The shoulder bone's connected to the neck bone,
The neck bone's
connected to the jaw bone,
The jaw bone's connected to the head
bone,
Hear the word of the Lord.
Connect these bones, dry
bones, dry bones,
Connect these—

Hallcott broke off then, and so did I. "John," he said, "looky yonder
where we buried him. What's that there white stuff?"

I saw it, too. In the shine of the moon above the grave stirred a pale
something or other.

It made just a sneaky blur, taller than a tall man.
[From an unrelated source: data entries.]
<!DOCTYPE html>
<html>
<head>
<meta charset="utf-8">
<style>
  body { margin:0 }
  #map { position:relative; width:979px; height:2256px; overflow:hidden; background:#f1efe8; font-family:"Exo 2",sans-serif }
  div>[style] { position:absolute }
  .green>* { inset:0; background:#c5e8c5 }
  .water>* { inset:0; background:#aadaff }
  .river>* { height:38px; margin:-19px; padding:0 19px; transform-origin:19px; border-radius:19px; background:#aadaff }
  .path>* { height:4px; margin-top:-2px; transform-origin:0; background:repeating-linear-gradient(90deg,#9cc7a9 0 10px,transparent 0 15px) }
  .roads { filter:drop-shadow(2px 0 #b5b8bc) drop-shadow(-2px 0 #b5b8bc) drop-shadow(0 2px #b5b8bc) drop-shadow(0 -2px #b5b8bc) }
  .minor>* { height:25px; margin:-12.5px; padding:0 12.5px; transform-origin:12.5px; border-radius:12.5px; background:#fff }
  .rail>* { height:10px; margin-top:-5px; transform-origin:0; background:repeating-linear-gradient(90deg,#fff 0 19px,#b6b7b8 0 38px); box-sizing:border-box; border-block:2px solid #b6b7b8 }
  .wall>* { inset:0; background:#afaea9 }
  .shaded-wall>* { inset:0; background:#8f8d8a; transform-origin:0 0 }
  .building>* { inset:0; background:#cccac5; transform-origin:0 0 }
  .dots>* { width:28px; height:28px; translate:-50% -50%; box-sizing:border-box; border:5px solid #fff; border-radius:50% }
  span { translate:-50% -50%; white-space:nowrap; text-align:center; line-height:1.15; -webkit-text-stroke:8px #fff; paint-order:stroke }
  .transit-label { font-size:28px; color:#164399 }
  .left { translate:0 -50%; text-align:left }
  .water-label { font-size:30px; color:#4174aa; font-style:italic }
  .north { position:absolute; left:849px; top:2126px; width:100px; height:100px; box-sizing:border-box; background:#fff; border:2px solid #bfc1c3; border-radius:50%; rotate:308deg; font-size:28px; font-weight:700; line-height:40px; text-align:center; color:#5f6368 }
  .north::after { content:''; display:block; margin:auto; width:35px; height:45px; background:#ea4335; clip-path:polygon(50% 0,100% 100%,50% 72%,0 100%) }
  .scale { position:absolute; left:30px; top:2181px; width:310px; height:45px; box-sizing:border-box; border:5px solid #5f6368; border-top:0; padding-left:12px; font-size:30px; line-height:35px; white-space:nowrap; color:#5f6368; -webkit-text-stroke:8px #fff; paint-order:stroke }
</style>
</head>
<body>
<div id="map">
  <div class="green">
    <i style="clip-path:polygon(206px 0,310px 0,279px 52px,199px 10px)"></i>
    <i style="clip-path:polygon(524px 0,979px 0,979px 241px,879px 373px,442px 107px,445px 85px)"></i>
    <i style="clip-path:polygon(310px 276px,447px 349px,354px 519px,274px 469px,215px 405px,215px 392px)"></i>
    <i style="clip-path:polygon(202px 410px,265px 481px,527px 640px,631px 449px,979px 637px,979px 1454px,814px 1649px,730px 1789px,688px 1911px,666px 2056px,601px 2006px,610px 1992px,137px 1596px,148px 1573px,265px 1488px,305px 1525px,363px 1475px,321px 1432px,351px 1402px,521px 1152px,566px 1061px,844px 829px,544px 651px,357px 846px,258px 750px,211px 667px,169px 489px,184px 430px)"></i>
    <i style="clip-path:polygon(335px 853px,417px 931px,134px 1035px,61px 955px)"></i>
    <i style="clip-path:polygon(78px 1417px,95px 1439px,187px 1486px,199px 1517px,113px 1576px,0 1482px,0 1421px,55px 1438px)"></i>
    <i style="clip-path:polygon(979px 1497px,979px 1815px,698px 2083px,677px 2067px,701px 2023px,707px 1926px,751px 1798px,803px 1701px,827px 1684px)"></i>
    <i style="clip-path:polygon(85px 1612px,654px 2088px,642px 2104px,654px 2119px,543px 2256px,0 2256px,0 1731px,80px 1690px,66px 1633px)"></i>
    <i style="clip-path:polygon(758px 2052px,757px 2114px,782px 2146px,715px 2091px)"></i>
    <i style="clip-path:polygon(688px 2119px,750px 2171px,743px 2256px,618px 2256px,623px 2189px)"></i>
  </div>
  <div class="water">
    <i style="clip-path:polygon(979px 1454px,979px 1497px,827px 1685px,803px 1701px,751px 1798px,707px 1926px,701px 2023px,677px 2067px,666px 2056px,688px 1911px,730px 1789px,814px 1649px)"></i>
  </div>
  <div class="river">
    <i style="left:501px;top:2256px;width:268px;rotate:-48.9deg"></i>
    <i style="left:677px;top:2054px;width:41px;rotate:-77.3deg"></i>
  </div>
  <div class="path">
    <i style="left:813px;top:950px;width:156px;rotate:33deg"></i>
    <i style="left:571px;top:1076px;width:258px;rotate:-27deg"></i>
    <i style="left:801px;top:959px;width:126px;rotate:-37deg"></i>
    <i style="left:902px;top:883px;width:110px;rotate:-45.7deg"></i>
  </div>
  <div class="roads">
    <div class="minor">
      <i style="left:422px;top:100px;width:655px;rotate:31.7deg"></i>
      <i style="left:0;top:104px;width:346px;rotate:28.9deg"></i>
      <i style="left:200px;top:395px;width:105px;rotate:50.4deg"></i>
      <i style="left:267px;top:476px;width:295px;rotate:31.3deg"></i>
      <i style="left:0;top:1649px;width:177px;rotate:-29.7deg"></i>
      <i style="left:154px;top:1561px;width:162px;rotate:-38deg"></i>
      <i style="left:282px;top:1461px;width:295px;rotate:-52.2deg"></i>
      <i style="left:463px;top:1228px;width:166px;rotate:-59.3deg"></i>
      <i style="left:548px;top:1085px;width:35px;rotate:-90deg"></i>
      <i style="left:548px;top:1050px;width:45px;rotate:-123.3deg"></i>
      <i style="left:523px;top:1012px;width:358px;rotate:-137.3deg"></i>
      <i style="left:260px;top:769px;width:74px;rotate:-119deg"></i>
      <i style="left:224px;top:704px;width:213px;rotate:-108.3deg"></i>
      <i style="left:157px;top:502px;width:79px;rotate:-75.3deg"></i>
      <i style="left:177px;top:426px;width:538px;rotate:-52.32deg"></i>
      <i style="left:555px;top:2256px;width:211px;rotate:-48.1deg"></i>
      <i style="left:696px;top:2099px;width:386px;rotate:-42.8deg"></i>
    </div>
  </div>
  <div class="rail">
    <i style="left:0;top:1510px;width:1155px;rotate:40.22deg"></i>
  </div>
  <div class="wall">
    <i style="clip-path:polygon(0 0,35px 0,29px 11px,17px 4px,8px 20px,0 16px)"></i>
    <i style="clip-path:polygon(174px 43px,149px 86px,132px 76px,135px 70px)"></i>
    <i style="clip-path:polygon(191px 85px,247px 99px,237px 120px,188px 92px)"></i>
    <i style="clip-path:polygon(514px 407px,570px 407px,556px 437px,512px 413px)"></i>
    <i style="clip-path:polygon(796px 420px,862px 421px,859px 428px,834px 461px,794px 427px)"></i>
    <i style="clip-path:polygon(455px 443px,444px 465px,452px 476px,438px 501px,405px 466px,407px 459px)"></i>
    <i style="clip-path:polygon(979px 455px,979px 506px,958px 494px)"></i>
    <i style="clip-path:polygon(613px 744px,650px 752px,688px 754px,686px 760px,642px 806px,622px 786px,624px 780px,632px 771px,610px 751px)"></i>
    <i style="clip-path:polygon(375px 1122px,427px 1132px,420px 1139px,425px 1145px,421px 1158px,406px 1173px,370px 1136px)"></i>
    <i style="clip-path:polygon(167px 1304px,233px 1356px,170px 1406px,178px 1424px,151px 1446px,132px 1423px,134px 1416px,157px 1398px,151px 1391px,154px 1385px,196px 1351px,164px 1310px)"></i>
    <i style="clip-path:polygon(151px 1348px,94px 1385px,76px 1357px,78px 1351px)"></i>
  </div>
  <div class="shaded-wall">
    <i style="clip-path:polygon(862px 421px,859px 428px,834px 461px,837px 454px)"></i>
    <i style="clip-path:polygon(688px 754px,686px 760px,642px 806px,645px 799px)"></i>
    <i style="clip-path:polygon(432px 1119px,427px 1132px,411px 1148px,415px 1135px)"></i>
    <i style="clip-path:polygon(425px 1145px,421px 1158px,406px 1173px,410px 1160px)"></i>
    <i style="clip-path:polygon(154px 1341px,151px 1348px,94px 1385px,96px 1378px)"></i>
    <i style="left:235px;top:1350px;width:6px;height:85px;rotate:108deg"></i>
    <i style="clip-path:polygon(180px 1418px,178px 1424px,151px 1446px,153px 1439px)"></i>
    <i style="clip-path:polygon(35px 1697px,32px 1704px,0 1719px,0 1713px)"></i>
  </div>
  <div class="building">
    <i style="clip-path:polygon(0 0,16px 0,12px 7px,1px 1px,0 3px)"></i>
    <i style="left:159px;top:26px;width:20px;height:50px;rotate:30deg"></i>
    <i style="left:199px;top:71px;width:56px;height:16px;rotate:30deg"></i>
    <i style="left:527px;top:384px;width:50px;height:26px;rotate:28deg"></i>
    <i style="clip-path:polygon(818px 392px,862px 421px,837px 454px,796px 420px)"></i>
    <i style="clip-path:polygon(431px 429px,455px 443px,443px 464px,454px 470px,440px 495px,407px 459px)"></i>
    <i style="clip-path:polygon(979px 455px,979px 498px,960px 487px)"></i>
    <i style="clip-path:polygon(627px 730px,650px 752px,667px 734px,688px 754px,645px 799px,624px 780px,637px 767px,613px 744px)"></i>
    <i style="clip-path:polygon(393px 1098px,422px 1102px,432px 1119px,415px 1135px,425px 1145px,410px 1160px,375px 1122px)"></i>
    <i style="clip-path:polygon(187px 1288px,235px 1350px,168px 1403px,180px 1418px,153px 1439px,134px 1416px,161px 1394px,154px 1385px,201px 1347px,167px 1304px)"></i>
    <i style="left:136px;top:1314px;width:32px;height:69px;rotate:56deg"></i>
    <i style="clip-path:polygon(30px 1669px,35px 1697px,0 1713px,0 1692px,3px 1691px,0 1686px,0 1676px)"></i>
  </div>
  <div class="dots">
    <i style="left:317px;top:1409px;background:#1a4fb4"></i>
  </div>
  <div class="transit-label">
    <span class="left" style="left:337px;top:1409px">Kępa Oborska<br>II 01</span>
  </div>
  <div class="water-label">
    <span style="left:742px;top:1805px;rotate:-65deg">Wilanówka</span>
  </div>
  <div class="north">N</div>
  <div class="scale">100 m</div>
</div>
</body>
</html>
It came toward us with
a ripple in it.

"Mist," Hallcott stuttered. "Comes from that there fresh-dug-up dirt—"

"No," I said, "that's no mist."

I leant my guitar to the walnut tree and got up on my feet as whatever it
was came nearer, started to make itself into a shape.

I heard Hallcott say a quick cuss word, and then there was a scrambly
noise, like as if he was a-trying to make his way off from there on hands
and knees. I faced toward whatair the shape was, because I reckoned I had
to.

As it came slowly along, the moonlight hit it fair. It looked scaffolded
some way. That was because it was just bones. I could see a sort of
baskety bunch of ribs, and big, stout arm bones with almighty huge hands
a-hanging down below crooked knees. The shallowy skull had deep, dark
eyeholes. The long-toothed jaw sank itself down and then snapped shut
again. The skull turned on its neck bone and gave me a long, long look.